Monday 9 May 2016

USA: Nebraska Tourism Should Stay Independent,State Tourism Director Kathy McKillip Says.

The Nebraska Tourism Commission should stay independent despite a damning financial audit released late last month, State Tourism Director Kathy McKillip says.

Lawmakers decoupled Tourism from the state Department of Economic Development in 2012, eliminating the governor's direct control over the agency and assigning its supervision to a nine-member industry board.

The change received overwhelming support at the time, but the new state audit criticizing dozens of the commission's expenditures led Gov. Pete Ricketts, former Gov. Dave Heineman and others to publicly question the decision in recent days.

"Despite this past week, I believe it's the right move," McKillip said Friday. "We've really made some amazing strides."

Nebraska's main travel groups also defended the arrangement.

In a five-page letter Friday, the Nebraska Travel Association and the Nebraska Association of Convention and Visitors Bureaus blamed McKillip's leadership of the agency — not the commission's structure — for the problems revealed by the audit.

Those included $4.4 million in poorly documented cost overruns on contracts with the agency's main advertising firm, Bailey Lauerman, as well as various questionable expenditures that included paying $18,511 to help a staffer move 219 miles from Sidney to Kearney.

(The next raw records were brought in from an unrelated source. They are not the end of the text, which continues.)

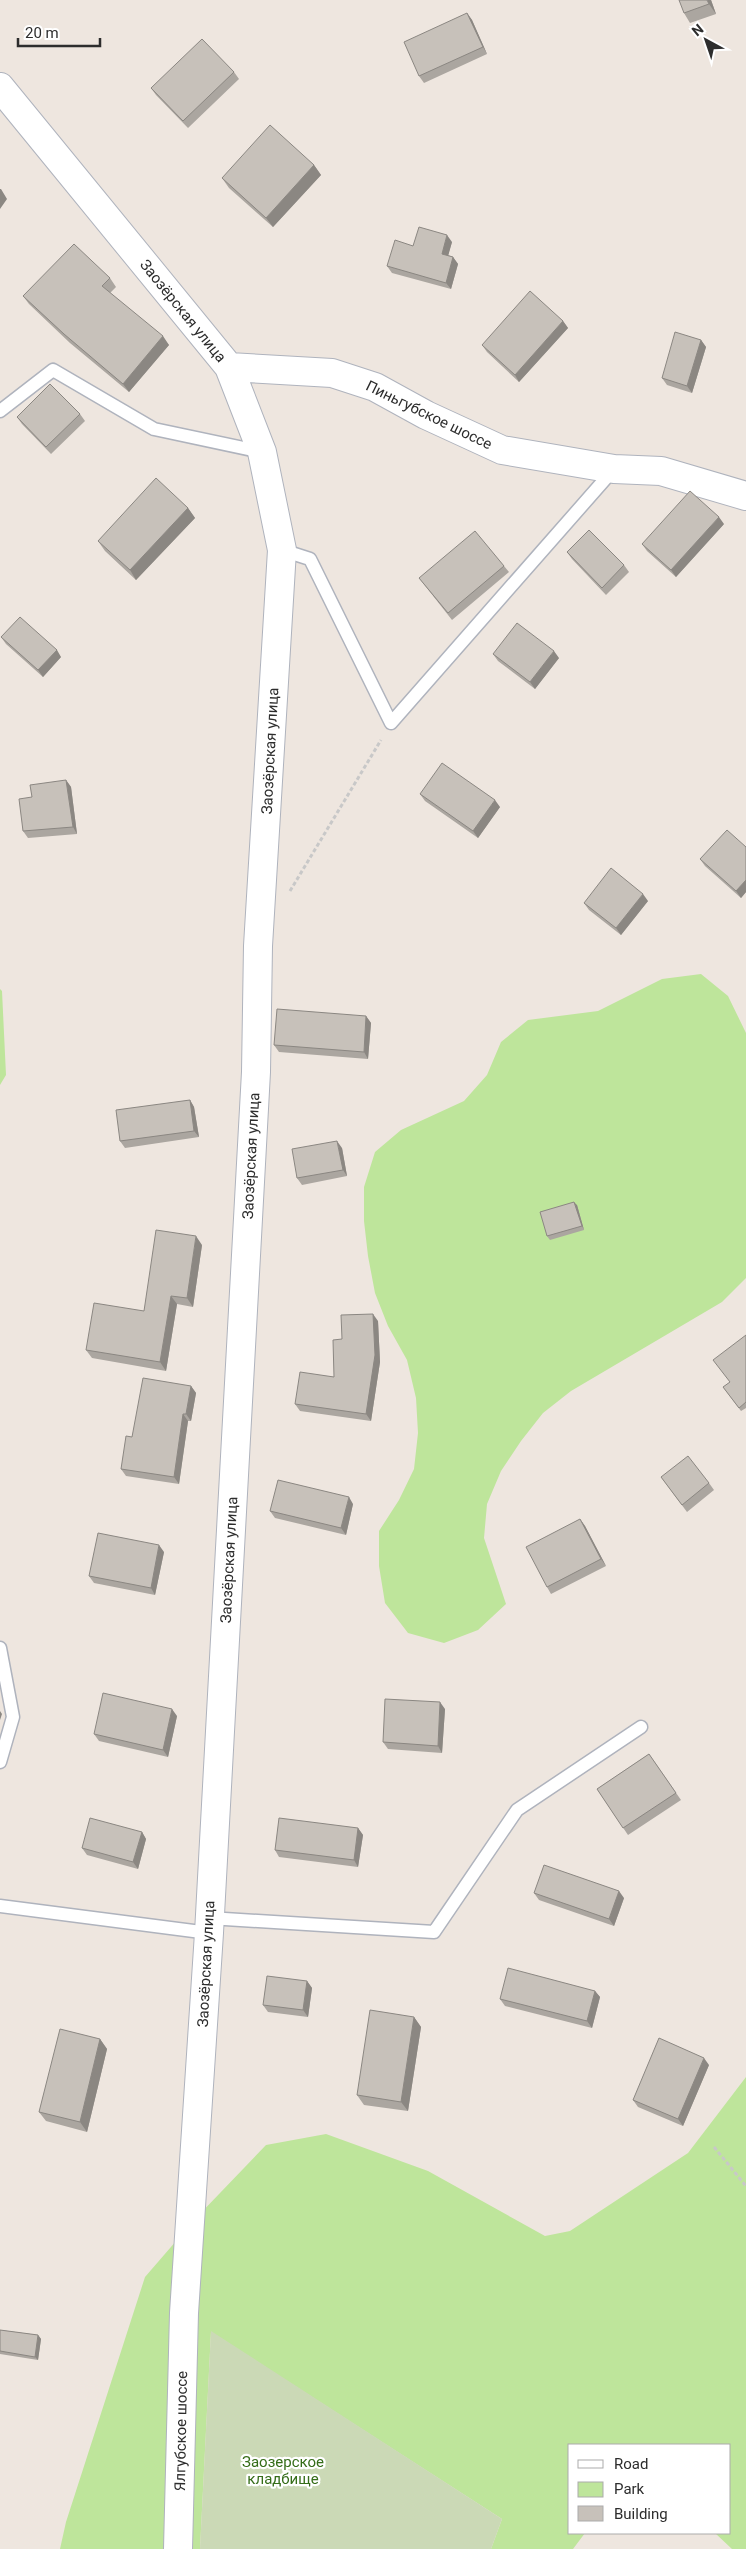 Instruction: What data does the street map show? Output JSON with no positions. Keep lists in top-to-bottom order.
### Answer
{
  "streets": {
    "street": ["Заозёрская улица", "Пиньгубское шоссе", "Ялгубское шоссе"]
  },
  "crossings": [
    ["Заозёрская улица", "Пиньгубское шоссе"],
    ["Заозёрская улица", "Ялгубское шоссе"]
  ],
  "parks": ["Заозерское кладбище"],
  "legend": ["Road", "Park", "Building"],
  "scale_bar": "20 m",
  "north": "top left"
} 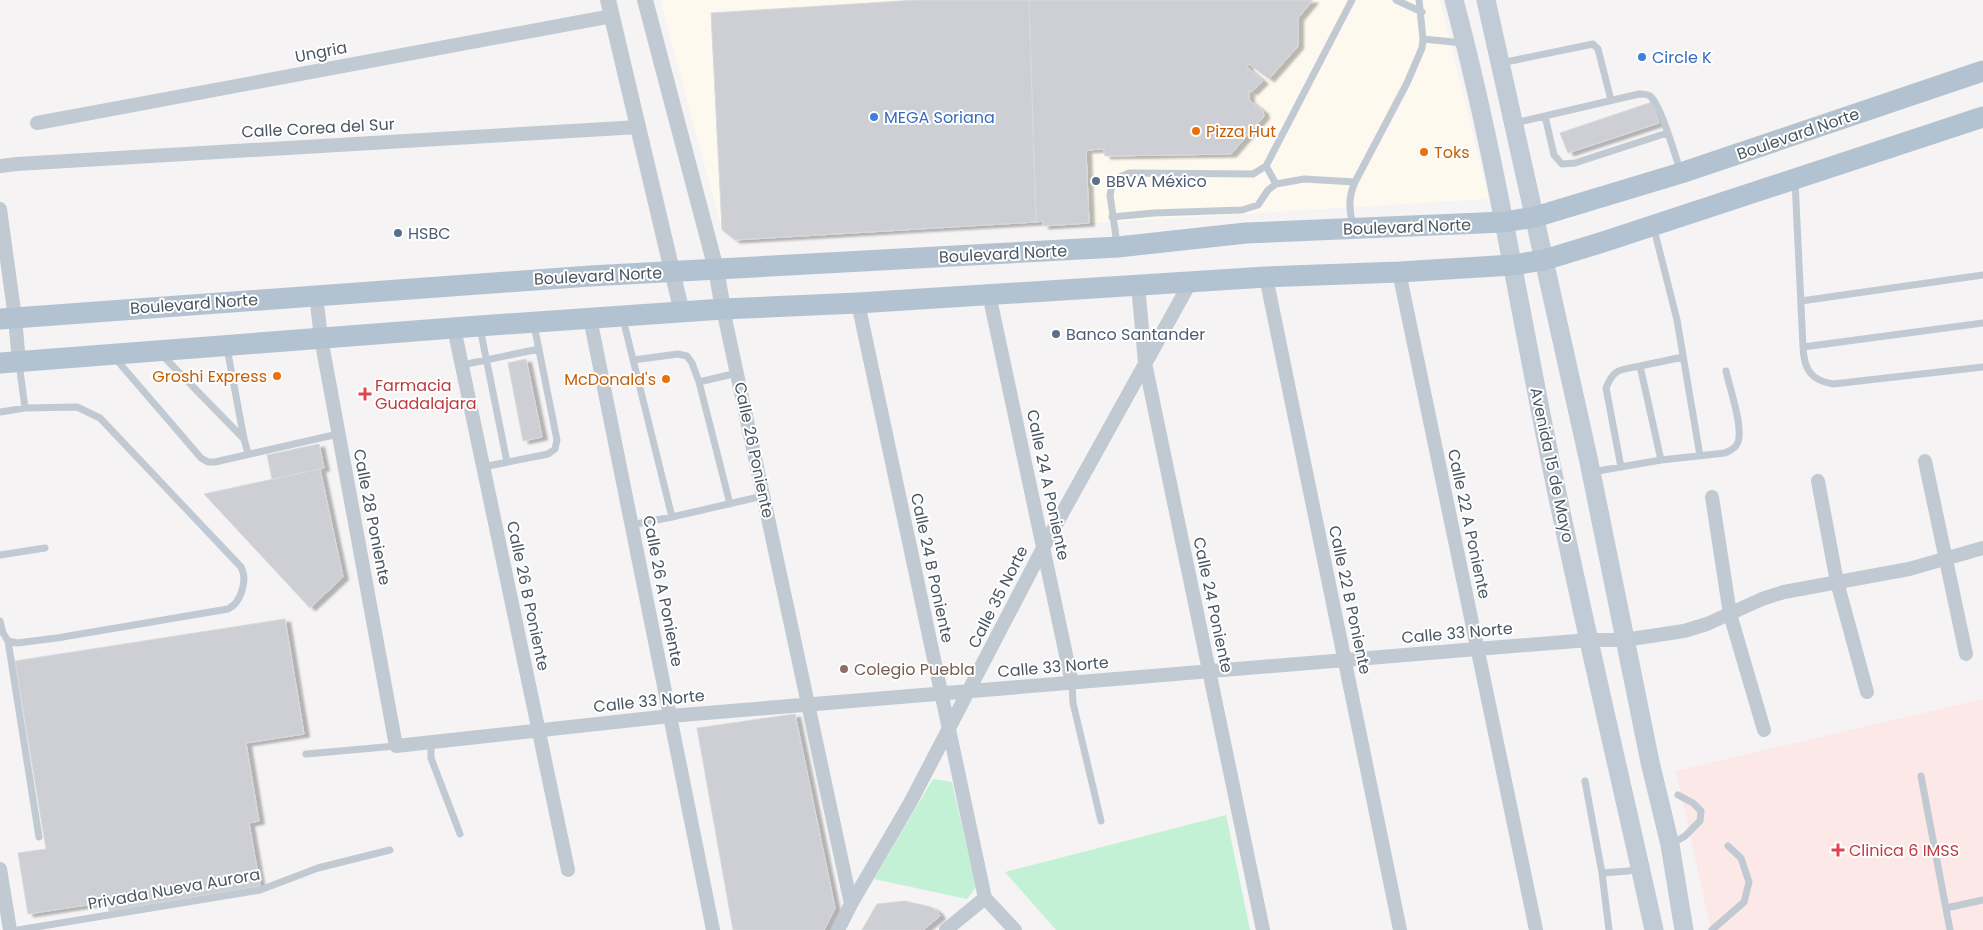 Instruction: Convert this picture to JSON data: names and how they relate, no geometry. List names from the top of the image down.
{
  "streets": {
    "main road": ["Boulevard Norte", "Avenida 15 de Mayo"],
    "street": [
      "Ungria",
      "Calle Corea del Sur",
      "Calle 26 Poniente",
      "Calle 24 A Poniente",
      "Calle 28 Poniente",
      "Calle 22 A Poniente",
      "Calle 24 B Poniente",
      "Calle 26 A Poniente",
      "Calle 26 B Poniente",
      "Calle 35 Norte",
      "Calle 22 B Poniente",
      "Calle 24 Poniente",
      "Calle 33 Norte"
    ],
    "lane": ["Privada Nueva Aurora"]
  },
  "crossings": [
    ["Boulevard Norte", "Calle 26 Poniente"],
    ["Boulevard Norte", "Avenida 15 de Mayo"],
    ["Boulevard Norte", "Calle 28 Poniente"],
    ["Calle 26 Poniente", "Calle 35 Norte"],
    ["Calle 26 Poniente", "Calle 33 Norte"],
    ["Avenida 15 de Mayo", "Calle 33 Norte"],
    ["Calle 24 A Poniente", "Calle 35 Norte"],
    ["Calle 24 A Poniente", "Calle 33 Norte"],
    ["Calle 28 Poniente", "Calle 33 Norte"],
    ["Calle 22 A Poniente", "Calle 33 Norte"],
    ["Calle 24 B Poniente", "Calle 35 Norte"],
    ["Calle 24 B Poniente", "Calle 33 Norte"],
    ["Calle 26 A Poniente", "Calle 33 Norte"],
    ["Calle 26 B Poniente", "Calle 33 Norte"],
    ["Calle 35 Norte", "Calle 24 Poniente"],
    ["Calle 35 Norte", "Calle 33 Norte"],
    ["Calle 22 B Poniente", "Calle 33 Norte"],
    ["Calle 24 Poniente", "Calle 33 Norte"]
  ],
  "places": {
    "other": [
      "Circle K",
      "MEGA Soriana",
      "Pizza Hut",
      "Toks",
      "BBVA México",
      "HSBC",
      "Banco Santander",
      "Groshi Express",
      "McDonald's",
      "Colegio Puebla"
    ],
    "health": ["Farmacia Guadalajara", "Clinica 6 IMSS"]
  }
}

Ricketts and Heineman, who was governor when the Tourism Commission was formed in 2012, have both called for McKillip to be fired, and said putting Tourism back under Economic Development would make the entity more accountable to taxpayers.

But former Economic Development Director Cathy Lang said splitting Tourism from her agency had benefits.

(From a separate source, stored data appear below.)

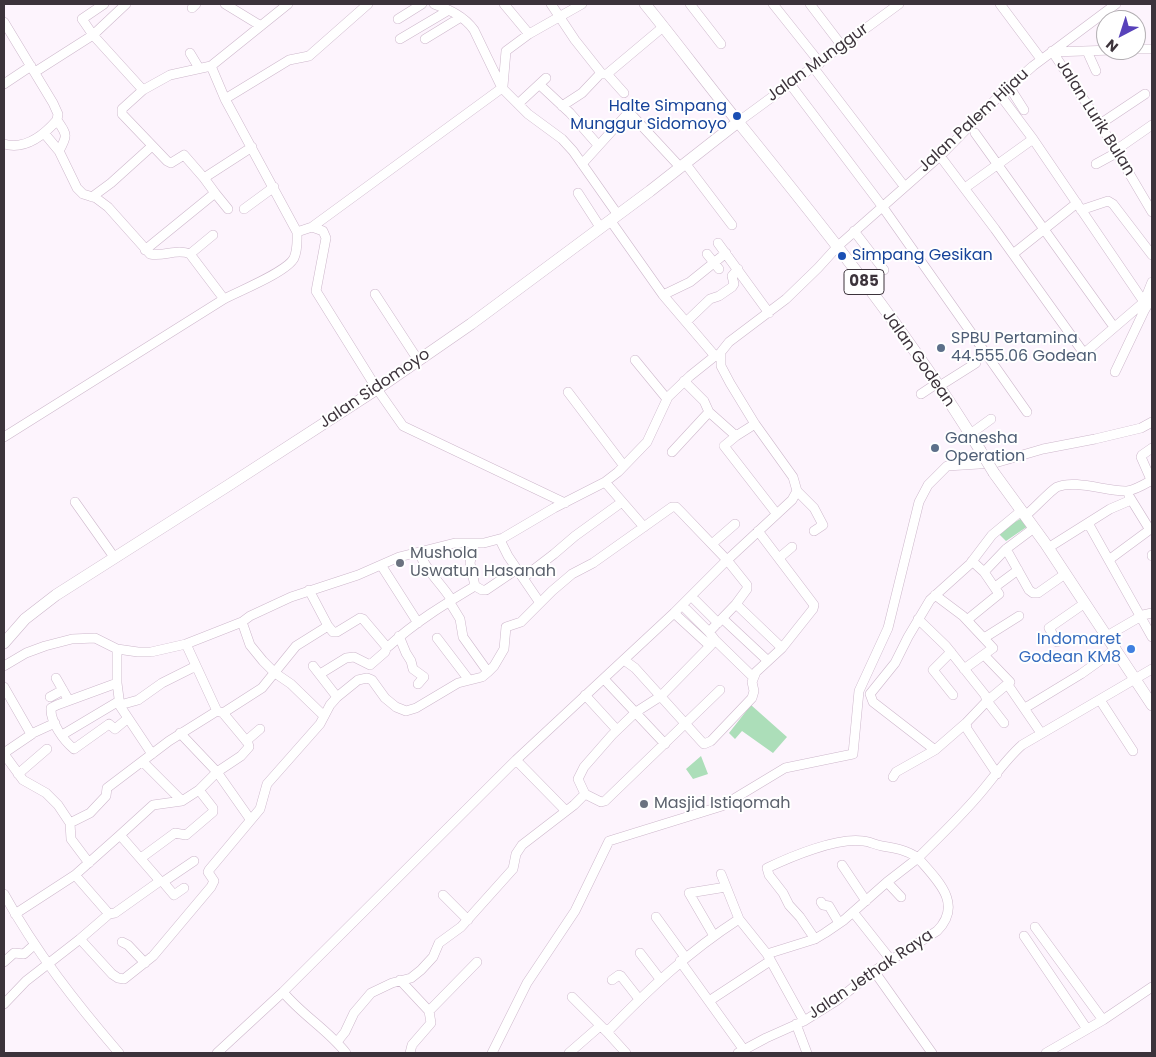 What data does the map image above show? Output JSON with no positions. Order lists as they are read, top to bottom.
{
  "streets": {
    "main road": ["085", "Jalan Godean", "Jalan Sidomoyo"],
    "street": [
      "Jalan Munggur",
      "Jalan Lurik Bulan",
      "Jalan Palem Hijau",
      "Jalan Jethak Raya"
    ]
  },
  "crossings": [
    ["Jalan Munggur", "Jalan Godean"],
    ["Jalan Munggur", "Jalan Sidomoyo"],
    ["Jalan Lurik Bulan", "Jalan Palem Hijau"],
    ["Jalan Palem Hijau", "Jalan Godean"],
    ["Jalan Godean", "Jalan Sidomoyo"]
  ],
  "places": [
    "Halte Simpang Munggur Sidomoyo",
    "Simpang Gesikan",
    "SPBU Pertamina 44.555.06 Godean",
    "Ganesha Operation",
    "Mushola Uswatun Hasanah",
    "Indomaret Godean KM8",
    "Masjid Istiqomah"
  ],
  "north": "bottom left"
}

"They were no longer having to compete within the agency against the other two major efforts of Economic Development," she said.

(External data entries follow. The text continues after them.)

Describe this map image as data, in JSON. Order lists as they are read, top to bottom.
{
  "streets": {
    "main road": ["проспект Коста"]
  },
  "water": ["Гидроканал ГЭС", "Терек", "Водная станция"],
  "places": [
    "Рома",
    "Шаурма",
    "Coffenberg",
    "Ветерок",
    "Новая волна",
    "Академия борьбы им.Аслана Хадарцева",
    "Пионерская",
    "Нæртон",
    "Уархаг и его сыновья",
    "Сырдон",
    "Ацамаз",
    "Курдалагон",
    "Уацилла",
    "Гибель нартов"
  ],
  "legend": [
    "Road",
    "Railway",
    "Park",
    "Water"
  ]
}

Those efforts, community and business development, tended to steal focus from tourism, Lang said, and businesses that rely on travel probably "elevated their voice" when the Tourism Commission was formed.

McKillip pointed to steady gains in Nebraska's state lodging tax revenue as a sign of success. Receipts grew 7.1 percent last year, and 8.2 percent in 2014.

Yet those increases aren't strikingly different than in years before Tourism became independent.

For example, lodging tax collections swelled by more than 10 percent in 2007, according to data from the Nebraska Department of Revenue.



Tourism can thrive under a governor's leadership as long as the governor is willing to make it a focus, said Stan Matzke, another former Economic Development director.

Matzke led the department under Gov. J. James Exon from 1971 to 1973 — boom time for Nebraska's tourism legacy. That's when visitors' centers popped at highway rest areas across the state, the Arbor Day Foundation was born and "The Good Life" became the state slogan.

Exon was key in those developments, Matzke said, as was John Rosenow, who was tourism director when he started the Arbor Day Foundation in 1972.

Matzke said McKillip should be held accountable for the Tourism Commission's recent financial issues.

McKillip has blamed growing pains for the documentation errors and questionable expenses cited in the audit, saying she and her 11 staffers weren't prepared or equipped for the diligence necessary when the commission was formed.

Lang said she can sympathize with McKillip, whom she described as a friend.

In 1998, Lang led Nebraska's Property Assessment Division when it split from the Nebraska Department of Revenue. That process was challenging, and would have been even more difficult without guidance from the Department of Administrative Services, which provides finance and purchasing assistance for state agencies.

"The Department of Tourism didn't have that same benefit," Lang said.

Tourism lost its automatic ties to Administrative Services when it became independent, leaving it up to McKillip and her team to fend for themselves.

Matzke said that's no excuse.

"Bull---t," he said. "She didn't start a new agency."

McKillip transitioned an existing Tourism team to a different leadership model, and any holes in its operations should have been obvious to an experienced director making in excess of $80,000 per year, Matzke said.

"If you don't know what you're doing, then you ought to ask people," he said. "A good leader does that."